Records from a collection
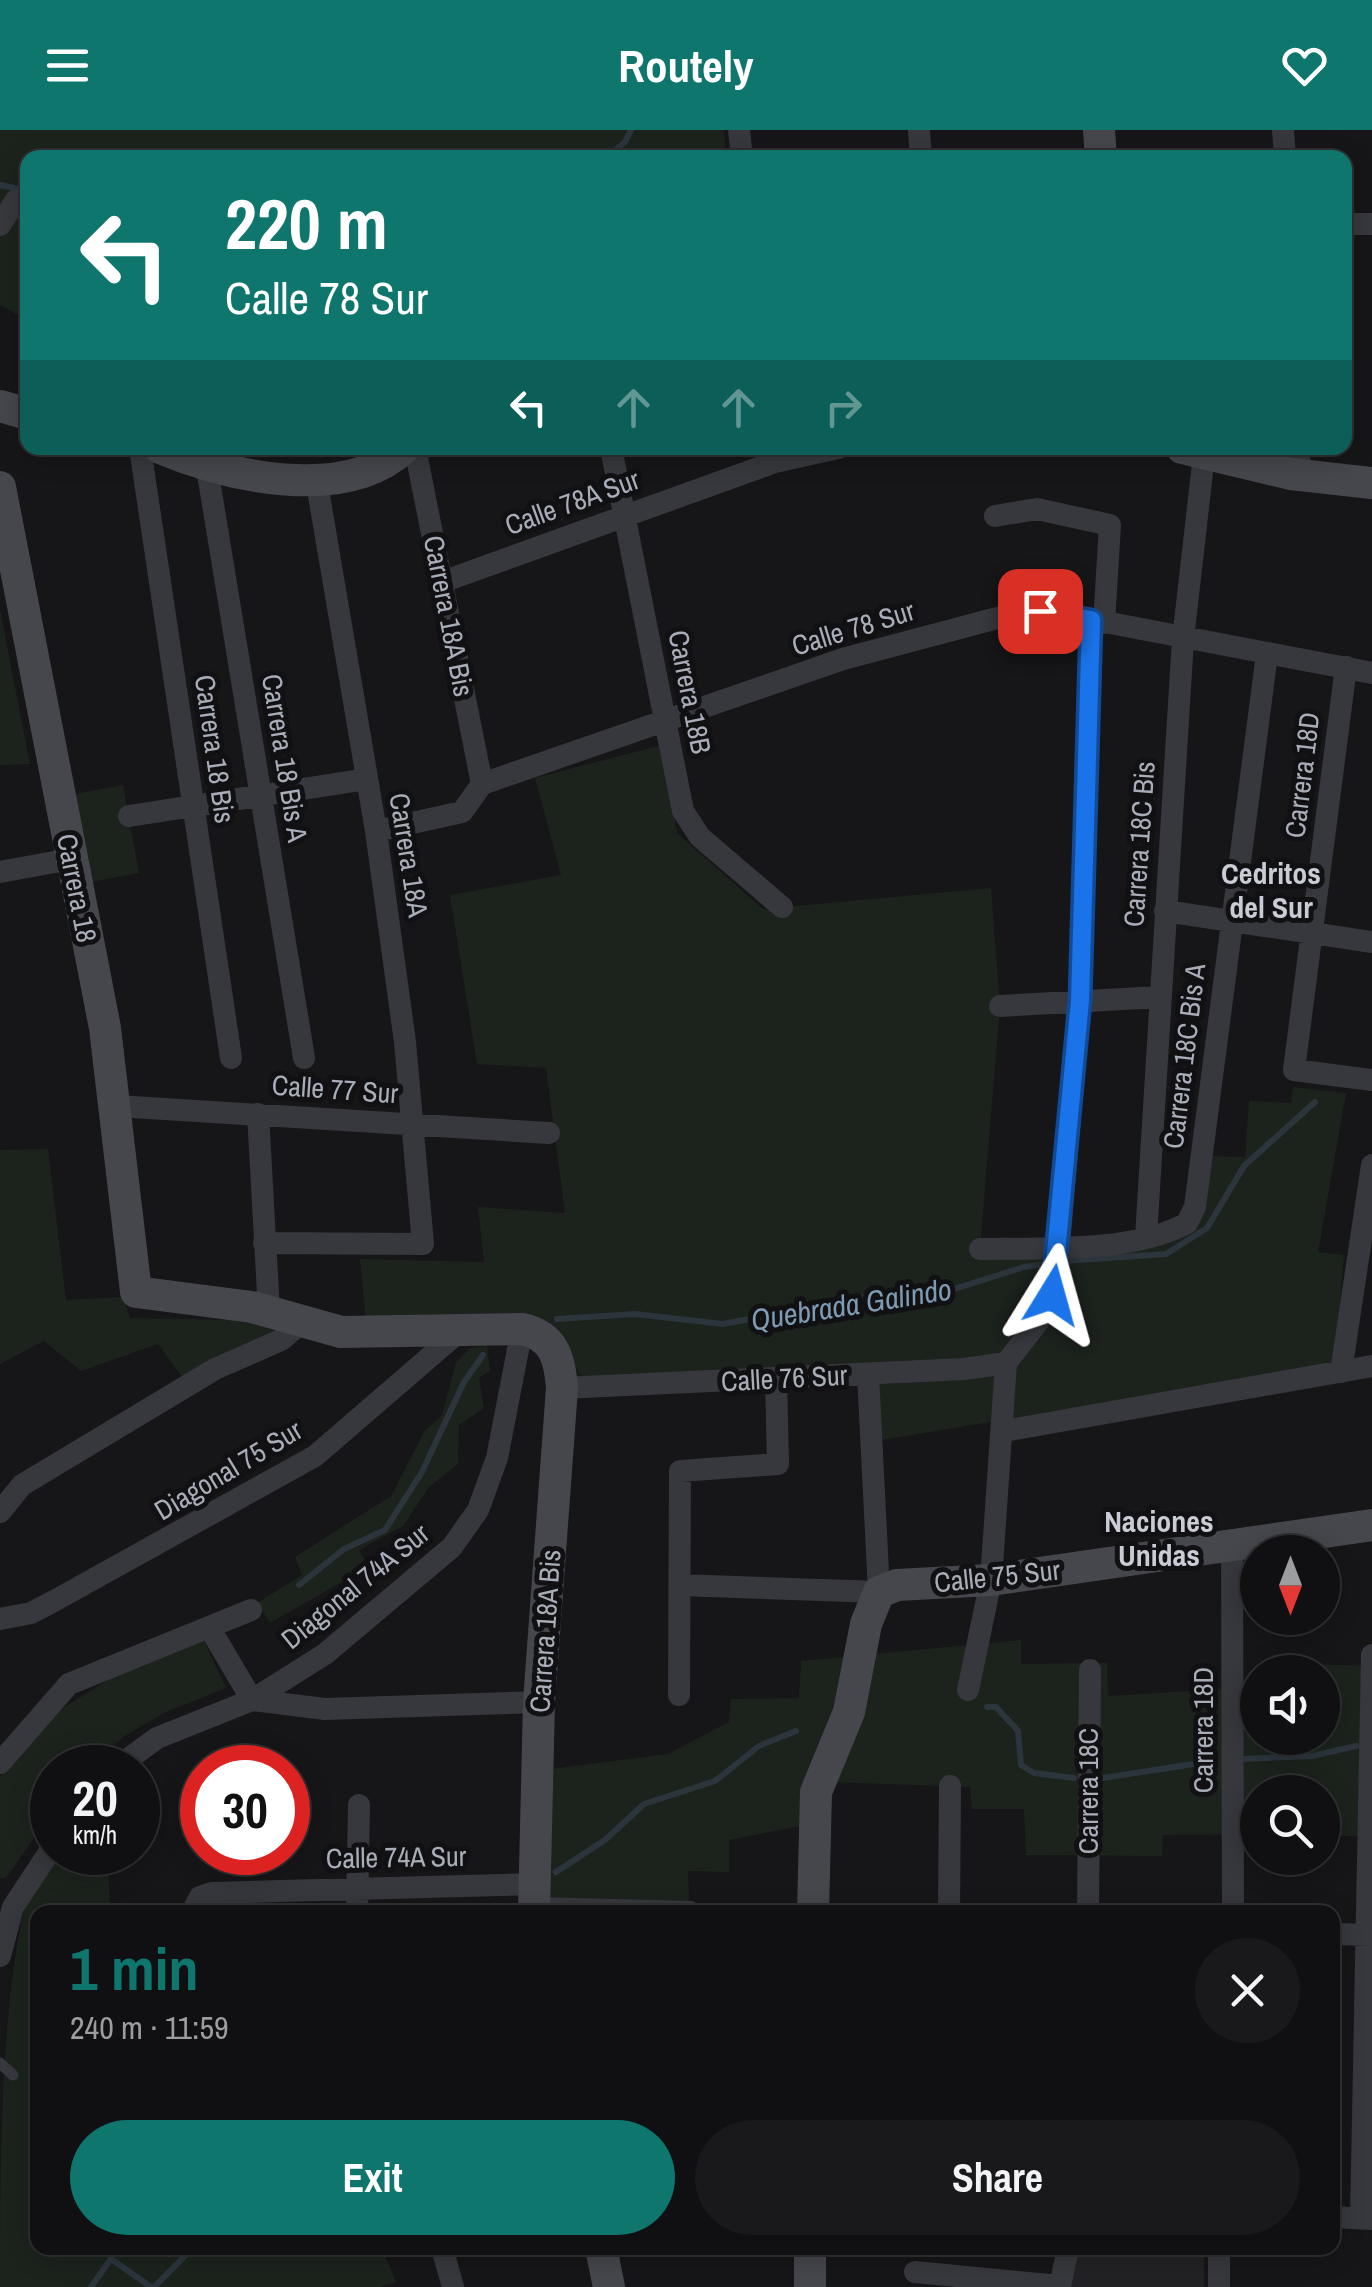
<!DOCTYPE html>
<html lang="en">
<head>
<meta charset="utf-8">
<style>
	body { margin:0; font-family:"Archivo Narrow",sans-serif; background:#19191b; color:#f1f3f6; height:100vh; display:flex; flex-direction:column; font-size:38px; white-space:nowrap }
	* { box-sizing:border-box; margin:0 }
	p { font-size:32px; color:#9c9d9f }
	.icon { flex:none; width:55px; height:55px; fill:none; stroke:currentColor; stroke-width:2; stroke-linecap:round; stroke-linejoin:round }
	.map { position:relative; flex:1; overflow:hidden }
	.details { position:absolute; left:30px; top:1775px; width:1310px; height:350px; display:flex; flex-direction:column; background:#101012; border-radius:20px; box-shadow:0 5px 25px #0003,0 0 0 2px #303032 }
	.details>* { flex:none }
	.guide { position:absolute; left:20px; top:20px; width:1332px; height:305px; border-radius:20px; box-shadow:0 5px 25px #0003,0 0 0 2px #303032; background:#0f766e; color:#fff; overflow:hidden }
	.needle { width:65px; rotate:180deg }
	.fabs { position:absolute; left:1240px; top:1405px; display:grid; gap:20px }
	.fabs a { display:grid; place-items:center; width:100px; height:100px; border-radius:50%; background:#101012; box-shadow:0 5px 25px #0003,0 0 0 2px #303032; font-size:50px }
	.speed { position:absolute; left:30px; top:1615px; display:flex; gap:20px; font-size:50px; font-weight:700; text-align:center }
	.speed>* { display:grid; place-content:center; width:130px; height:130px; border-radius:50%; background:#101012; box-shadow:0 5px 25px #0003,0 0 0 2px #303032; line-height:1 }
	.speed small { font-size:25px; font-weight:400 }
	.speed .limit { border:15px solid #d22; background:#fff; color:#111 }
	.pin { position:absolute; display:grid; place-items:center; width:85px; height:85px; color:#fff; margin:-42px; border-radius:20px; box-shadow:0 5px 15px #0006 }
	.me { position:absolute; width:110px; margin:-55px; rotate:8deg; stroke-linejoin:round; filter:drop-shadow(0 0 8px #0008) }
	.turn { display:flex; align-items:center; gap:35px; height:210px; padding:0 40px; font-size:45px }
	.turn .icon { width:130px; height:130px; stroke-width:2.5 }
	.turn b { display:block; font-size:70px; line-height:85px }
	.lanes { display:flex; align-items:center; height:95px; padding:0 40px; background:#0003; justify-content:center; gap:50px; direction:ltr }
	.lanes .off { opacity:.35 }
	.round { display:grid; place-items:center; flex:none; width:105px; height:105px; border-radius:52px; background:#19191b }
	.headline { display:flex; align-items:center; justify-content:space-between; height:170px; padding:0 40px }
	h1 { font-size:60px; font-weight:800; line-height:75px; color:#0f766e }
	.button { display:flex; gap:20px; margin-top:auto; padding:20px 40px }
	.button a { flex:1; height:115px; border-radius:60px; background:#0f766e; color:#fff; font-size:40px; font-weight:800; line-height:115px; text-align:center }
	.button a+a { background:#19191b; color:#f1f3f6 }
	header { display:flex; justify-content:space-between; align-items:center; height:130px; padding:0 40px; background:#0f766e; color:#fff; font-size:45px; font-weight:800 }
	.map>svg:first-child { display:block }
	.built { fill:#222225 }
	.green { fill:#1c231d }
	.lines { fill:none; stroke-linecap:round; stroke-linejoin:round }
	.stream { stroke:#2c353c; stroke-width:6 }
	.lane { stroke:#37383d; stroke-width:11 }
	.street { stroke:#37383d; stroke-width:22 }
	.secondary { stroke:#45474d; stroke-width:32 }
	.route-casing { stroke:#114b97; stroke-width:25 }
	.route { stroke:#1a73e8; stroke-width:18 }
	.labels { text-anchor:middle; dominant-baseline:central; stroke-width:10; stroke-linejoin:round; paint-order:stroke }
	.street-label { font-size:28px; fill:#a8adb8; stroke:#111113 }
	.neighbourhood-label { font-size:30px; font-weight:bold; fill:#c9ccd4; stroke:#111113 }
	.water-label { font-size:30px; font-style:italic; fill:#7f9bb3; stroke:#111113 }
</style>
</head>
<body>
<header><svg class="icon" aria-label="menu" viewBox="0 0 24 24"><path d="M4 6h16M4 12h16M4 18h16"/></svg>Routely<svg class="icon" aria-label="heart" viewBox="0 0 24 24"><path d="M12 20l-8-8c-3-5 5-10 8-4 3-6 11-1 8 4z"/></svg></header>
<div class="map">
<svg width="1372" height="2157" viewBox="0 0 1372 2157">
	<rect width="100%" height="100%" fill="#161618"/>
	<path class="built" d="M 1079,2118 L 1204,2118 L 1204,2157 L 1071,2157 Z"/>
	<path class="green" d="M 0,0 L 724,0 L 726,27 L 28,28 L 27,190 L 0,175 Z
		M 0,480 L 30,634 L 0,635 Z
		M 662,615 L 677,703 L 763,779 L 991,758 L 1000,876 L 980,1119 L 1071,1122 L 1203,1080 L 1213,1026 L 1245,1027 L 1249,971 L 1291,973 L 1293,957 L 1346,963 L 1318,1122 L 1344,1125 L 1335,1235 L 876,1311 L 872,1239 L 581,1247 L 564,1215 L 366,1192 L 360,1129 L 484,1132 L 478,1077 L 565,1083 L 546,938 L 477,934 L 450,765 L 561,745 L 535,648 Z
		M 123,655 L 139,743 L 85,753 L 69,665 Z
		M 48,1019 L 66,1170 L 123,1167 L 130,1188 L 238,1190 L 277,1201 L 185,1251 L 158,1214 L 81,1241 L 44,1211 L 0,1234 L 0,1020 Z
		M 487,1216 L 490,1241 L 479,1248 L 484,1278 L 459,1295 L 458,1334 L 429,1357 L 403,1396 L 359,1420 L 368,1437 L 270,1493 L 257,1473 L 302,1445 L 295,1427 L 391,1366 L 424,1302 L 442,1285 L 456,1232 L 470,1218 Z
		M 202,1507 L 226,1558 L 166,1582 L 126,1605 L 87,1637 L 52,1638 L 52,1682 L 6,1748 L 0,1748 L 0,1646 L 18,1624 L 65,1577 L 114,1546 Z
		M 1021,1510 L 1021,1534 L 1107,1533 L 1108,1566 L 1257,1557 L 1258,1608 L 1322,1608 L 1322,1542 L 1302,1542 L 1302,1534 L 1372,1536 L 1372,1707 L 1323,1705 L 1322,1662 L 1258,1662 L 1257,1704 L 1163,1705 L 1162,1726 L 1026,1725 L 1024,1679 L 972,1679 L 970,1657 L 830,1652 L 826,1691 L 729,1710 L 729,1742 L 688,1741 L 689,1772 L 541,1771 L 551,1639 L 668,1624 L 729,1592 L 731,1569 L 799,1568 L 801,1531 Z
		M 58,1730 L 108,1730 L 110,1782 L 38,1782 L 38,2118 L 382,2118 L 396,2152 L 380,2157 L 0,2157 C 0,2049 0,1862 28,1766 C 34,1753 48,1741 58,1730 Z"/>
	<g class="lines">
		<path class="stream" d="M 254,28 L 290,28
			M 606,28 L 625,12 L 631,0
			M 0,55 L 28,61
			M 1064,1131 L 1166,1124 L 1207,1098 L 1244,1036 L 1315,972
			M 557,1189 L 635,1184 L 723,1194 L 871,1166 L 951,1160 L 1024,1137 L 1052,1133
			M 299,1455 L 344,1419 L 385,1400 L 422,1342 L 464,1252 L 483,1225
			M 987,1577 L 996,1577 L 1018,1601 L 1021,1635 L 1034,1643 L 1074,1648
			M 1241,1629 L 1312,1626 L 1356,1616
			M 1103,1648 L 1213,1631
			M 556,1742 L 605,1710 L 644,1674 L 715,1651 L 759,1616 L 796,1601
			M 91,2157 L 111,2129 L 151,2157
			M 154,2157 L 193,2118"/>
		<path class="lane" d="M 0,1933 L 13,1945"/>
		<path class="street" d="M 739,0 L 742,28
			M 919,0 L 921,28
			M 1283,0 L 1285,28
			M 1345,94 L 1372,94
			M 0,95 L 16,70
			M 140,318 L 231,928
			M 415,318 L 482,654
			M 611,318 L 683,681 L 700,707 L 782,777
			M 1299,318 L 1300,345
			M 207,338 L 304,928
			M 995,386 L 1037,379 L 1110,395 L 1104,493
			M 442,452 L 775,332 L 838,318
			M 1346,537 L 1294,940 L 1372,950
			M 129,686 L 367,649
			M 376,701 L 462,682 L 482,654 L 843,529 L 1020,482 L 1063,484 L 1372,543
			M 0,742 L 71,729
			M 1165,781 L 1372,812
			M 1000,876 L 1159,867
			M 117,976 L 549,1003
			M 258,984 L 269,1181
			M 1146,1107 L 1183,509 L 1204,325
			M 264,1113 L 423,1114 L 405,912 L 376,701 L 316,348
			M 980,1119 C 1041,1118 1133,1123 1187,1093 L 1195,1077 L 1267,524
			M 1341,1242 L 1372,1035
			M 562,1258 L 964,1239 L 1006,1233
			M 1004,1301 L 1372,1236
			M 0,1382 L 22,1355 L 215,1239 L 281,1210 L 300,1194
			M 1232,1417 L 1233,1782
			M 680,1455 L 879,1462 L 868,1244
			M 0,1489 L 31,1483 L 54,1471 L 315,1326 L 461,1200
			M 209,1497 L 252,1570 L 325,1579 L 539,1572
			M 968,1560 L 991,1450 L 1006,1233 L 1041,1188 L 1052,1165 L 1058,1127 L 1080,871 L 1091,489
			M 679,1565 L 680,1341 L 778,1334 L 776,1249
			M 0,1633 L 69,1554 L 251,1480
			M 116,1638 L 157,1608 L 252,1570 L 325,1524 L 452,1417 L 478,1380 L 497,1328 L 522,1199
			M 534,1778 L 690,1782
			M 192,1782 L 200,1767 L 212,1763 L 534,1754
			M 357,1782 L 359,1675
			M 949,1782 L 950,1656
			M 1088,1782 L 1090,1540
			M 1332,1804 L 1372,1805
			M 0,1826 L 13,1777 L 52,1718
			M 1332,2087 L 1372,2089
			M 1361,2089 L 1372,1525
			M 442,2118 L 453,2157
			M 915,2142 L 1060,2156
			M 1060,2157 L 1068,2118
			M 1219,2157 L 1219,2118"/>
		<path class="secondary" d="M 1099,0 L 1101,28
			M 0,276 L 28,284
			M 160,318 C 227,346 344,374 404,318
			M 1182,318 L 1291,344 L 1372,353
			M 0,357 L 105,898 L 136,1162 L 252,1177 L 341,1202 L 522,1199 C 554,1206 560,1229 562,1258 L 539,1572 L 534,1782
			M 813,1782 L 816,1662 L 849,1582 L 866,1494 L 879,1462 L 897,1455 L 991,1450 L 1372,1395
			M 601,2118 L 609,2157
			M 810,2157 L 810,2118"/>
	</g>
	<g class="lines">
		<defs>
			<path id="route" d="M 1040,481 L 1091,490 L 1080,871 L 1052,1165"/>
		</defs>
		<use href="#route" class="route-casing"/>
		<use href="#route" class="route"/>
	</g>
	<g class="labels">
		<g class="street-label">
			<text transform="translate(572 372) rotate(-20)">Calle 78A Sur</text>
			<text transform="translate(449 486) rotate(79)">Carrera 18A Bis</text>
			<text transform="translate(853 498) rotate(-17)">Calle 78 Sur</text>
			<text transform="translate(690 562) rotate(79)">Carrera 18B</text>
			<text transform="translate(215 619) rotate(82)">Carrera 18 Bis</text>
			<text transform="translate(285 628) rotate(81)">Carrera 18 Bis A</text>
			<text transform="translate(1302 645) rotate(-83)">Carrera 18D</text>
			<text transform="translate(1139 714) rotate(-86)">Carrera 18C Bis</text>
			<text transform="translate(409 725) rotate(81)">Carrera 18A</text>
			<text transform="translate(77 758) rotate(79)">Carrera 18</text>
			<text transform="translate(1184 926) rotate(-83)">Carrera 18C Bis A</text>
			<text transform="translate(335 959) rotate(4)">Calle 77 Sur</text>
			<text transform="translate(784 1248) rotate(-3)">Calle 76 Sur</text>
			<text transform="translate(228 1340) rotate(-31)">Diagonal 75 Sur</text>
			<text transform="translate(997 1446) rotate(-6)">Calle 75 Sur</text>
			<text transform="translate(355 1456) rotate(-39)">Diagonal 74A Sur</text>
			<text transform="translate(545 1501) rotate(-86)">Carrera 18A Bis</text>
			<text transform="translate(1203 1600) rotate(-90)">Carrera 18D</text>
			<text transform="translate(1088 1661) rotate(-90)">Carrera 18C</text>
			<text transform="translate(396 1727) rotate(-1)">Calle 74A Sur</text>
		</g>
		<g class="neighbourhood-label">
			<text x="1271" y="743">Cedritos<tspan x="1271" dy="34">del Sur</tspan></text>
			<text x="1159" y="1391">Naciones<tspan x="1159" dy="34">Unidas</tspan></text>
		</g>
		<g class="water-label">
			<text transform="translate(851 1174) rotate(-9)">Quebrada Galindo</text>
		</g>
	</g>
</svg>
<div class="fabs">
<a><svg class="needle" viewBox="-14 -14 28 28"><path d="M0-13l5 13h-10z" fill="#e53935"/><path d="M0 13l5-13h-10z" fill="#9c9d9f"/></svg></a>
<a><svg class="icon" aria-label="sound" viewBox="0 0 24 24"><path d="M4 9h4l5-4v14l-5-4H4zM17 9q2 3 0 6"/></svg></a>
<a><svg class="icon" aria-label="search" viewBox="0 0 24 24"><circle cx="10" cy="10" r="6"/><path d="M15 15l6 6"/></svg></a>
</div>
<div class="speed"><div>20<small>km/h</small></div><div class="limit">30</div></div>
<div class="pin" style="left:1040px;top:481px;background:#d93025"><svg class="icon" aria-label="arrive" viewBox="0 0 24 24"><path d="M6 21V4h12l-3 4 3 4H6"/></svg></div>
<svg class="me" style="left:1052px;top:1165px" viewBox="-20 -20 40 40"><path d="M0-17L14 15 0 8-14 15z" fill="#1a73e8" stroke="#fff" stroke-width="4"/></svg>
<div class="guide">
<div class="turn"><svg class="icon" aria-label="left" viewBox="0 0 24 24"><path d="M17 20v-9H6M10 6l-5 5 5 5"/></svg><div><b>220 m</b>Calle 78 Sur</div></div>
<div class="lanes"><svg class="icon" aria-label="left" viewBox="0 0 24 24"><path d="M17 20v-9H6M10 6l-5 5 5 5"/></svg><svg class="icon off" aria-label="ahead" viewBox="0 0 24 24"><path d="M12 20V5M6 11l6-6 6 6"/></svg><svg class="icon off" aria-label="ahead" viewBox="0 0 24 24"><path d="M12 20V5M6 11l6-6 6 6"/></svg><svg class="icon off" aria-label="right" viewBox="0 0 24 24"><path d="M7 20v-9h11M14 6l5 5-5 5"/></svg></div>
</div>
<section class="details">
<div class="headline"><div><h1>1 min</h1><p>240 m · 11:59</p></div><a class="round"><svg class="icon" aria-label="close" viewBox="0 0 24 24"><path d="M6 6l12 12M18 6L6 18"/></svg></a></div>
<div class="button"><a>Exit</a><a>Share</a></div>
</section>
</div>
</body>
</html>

Task prompt
Check each line above for the word "absolute" and say how many have it, with nothing else.

Worked solution
6